Anna Patterson is a software engineer and a contributor to search engines.
Patterson received her B.S. in Computer Science and another in Electrical Engineering from McKelvey School of Engineering at Washington University in St. Louis[1] and her Ph.D. from the University of Illinois at Urbana–Champaign[2] and was a Research Scientist at Stanford University in artificial intelligence working with John McCarthy on Phenomenal Data Mining and Carolyn Talcott on theorem provers.[3]
As of 2017 she was Founder and Managing Partner at Gradient Ventures[4] and Vice President of Engineering at Google.
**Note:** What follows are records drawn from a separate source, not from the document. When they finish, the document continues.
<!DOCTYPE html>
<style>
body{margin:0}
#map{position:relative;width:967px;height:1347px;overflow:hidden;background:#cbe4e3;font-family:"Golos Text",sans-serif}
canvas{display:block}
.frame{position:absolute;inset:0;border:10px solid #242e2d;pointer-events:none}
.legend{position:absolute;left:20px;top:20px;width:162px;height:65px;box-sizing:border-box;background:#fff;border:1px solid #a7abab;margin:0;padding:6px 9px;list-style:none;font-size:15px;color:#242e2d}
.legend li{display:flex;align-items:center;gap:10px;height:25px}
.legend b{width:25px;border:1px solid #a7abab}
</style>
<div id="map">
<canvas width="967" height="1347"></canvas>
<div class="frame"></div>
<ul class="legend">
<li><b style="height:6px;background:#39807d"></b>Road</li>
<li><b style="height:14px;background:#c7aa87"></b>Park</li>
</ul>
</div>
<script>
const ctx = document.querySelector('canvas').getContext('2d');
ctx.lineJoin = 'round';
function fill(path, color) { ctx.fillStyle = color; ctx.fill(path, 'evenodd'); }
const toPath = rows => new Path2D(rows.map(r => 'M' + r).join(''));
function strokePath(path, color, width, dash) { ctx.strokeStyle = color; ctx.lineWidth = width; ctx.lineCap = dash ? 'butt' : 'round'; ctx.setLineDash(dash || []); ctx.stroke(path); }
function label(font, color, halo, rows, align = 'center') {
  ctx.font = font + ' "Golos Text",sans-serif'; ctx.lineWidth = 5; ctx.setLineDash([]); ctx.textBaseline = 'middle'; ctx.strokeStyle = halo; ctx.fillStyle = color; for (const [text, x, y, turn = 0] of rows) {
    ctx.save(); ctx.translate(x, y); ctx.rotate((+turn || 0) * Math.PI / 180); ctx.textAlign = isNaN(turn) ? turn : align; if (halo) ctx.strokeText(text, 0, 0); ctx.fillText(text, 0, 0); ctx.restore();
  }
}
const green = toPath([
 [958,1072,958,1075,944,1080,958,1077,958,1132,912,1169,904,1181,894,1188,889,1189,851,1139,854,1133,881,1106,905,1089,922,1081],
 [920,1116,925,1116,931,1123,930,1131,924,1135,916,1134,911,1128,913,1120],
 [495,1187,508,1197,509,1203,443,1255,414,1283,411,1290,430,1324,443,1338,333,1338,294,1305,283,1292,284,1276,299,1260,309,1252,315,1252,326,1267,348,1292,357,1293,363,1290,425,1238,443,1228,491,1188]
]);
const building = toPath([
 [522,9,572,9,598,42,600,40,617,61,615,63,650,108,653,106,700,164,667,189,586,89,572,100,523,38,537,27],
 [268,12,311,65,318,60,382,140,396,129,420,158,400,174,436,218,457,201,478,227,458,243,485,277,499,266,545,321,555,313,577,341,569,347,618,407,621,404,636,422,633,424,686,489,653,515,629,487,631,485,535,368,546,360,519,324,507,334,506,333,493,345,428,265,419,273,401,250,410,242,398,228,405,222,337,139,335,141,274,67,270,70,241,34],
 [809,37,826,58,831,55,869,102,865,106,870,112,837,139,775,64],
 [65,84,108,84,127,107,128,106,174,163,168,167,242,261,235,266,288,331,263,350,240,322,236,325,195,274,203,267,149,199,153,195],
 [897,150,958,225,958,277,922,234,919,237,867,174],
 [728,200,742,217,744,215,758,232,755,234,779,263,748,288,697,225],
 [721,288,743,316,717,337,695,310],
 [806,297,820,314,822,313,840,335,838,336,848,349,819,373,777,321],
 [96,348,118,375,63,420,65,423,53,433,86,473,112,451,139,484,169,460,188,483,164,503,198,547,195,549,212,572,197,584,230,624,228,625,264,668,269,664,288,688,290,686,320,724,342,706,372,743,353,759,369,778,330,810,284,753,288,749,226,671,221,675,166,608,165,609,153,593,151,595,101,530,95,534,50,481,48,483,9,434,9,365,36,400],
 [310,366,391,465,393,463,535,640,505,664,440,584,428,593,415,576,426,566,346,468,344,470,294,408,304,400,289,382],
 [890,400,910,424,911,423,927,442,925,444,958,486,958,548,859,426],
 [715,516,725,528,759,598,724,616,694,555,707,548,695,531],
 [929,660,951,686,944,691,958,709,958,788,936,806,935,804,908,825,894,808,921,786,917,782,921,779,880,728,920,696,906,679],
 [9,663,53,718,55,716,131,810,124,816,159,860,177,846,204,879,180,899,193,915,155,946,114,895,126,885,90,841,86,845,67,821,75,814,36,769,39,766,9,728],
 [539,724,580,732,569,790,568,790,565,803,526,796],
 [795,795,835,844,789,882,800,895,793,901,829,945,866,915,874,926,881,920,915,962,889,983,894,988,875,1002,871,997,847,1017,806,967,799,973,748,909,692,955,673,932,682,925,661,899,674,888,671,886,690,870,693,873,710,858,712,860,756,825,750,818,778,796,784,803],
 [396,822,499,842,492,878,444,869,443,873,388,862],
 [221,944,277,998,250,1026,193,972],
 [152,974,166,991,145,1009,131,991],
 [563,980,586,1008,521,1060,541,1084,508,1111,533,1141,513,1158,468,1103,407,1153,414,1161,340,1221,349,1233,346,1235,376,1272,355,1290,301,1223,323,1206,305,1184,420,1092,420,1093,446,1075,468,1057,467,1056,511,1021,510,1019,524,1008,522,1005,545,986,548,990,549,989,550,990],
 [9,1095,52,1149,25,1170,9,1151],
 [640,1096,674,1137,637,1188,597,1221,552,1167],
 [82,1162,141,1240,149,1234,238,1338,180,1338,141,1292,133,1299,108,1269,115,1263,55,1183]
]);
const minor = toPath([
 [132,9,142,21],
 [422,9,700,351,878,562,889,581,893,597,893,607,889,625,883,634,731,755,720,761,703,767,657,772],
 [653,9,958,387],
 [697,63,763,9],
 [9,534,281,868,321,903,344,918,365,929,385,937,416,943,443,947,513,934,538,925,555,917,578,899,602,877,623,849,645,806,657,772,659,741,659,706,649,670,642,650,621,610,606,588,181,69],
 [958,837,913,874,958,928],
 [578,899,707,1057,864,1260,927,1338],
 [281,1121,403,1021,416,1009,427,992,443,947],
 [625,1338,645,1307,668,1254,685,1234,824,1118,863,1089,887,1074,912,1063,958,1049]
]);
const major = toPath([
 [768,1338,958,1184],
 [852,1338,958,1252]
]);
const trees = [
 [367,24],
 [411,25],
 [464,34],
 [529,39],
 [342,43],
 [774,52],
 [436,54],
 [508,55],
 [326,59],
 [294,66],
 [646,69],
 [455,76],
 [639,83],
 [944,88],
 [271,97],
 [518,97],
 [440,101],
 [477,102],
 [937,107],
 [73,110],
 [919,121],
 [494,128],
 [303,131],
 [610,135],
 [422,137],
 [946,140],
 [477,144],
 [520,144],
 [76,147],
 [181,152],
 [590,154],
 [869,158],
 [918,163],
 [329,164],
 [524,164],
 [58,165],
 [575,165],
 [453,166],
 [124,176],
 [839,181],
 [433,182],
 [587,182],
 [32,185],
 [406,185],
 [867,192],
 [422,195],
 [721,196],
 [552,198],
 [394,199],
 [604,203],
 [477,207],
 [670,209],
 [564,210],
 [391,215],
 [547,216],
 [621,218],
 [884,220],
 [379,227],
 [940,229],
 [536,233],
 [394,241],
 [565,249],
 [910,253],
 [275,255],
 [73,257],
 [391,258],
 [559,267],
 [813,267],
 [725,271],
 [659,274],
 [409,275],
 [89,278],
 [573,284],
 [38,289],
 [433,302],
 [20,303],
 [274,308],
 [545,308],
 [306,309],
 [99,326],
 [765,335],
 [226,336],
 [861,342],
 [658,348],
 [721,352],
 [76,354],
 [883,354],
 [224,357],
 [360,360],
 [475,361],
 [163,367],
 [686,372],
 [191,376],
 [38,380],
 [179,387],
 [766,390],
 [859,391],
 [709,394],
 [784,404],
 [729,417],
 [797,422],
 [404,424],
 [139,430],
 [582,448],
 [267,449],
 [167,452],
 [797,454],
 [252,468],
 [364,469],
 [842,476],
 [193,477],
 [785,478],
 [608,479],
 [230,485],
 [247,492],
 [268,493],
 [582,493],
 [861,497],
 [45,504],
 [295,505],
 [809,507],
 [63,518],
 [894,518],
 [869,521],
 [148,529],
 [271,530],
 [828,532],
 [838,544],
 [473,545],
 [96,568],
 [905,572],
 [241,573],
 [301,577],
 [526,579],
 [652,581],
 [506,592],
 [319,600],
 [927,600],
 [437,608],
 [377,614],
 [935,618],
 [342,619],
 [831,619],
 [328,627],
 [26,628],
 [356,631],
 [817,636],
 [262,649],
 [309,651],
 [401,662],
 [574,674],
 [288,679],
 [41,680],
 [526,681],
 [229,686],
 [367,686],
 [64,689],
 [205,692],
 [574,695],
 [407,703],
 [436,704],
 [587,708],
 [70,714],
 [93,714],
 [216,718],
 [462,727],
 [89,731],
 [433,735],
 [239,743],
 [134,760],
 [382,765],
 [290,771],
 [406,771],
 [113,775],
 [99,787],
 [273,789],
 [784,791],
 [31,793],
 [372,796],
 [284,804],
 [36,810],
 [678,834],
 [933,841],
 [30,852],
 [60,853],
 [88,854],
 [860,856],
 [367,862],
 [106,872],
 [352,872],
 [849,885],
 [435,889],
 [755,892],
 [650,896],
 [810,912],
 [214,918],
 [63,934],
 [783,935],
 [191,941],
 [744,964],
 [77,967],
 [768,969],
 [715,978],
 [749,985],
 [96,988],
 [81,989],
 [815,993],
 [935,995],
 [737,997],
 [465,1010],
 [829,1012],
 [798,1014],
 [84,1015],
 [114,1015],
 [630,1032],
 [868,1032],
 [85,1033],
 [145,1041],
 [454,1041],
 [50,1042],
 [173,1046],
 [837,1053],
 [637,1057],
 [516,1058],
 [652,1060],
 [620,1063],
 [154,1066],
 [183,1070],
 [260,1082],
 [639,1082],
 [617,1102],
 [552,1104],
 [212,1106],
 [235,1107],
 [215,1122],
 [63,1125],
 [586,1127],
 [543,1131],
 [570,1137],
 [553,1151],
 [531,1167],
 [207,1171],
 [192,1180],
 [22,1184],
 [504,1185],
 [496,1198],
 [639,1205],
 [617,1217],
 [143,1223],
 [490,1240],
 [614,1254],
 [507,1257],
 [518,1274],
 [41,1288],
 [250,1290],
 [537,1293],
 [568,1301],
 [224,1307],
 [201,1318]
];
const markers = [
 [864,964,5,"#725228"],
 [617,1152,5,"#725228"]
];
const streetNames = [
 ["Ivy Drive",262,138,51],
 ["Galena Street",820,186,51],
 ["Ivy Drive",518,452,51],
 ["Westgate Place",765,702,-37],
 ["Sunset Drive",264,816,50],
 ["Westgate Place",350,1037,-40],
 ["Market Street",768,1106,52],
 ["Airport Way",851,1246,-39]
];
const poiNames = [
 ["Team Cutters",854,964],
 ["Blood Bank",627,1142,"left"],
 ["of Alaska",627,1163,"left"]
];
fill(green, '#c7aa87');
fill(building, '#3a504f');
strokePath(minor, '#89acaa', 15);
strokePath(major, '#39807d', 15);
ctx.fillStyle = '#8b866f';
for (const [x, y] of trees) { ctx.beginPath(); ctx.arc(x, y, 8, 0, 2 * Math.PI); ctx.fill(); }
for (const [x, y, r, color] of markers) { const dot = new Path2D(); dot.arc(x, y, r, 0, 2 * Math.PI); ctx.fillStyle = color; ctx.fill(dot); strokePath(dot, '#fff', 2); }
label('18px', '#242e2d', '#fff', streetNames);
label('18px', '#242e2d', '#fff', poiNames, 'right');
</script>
While she was working in Google's Android organization, Patterson was responsible for a division of Google Play including Books and Search, Recommendations and Infrastructure for scaling up Android from 40 million phones to over 800 million phones.[5]
She co-founded Cuil, a clustering-based search engine (which she created after leaving Google in 2007)[6] and wrote Recall.archive.org (part of the Wayback Machine), a history-based search engine out of the Internet Archive, which showed trends over time.
Patterson was a winner of the 2016 ABIE Award.[7] She also served on the board of Square Inc.[8] She was previously a trustee at Harvey Mudd College[9] and a trustee at the Mathematical Sciences Research Institute[10] and on the National Engineering Council at Washington University in St. Louis.[11]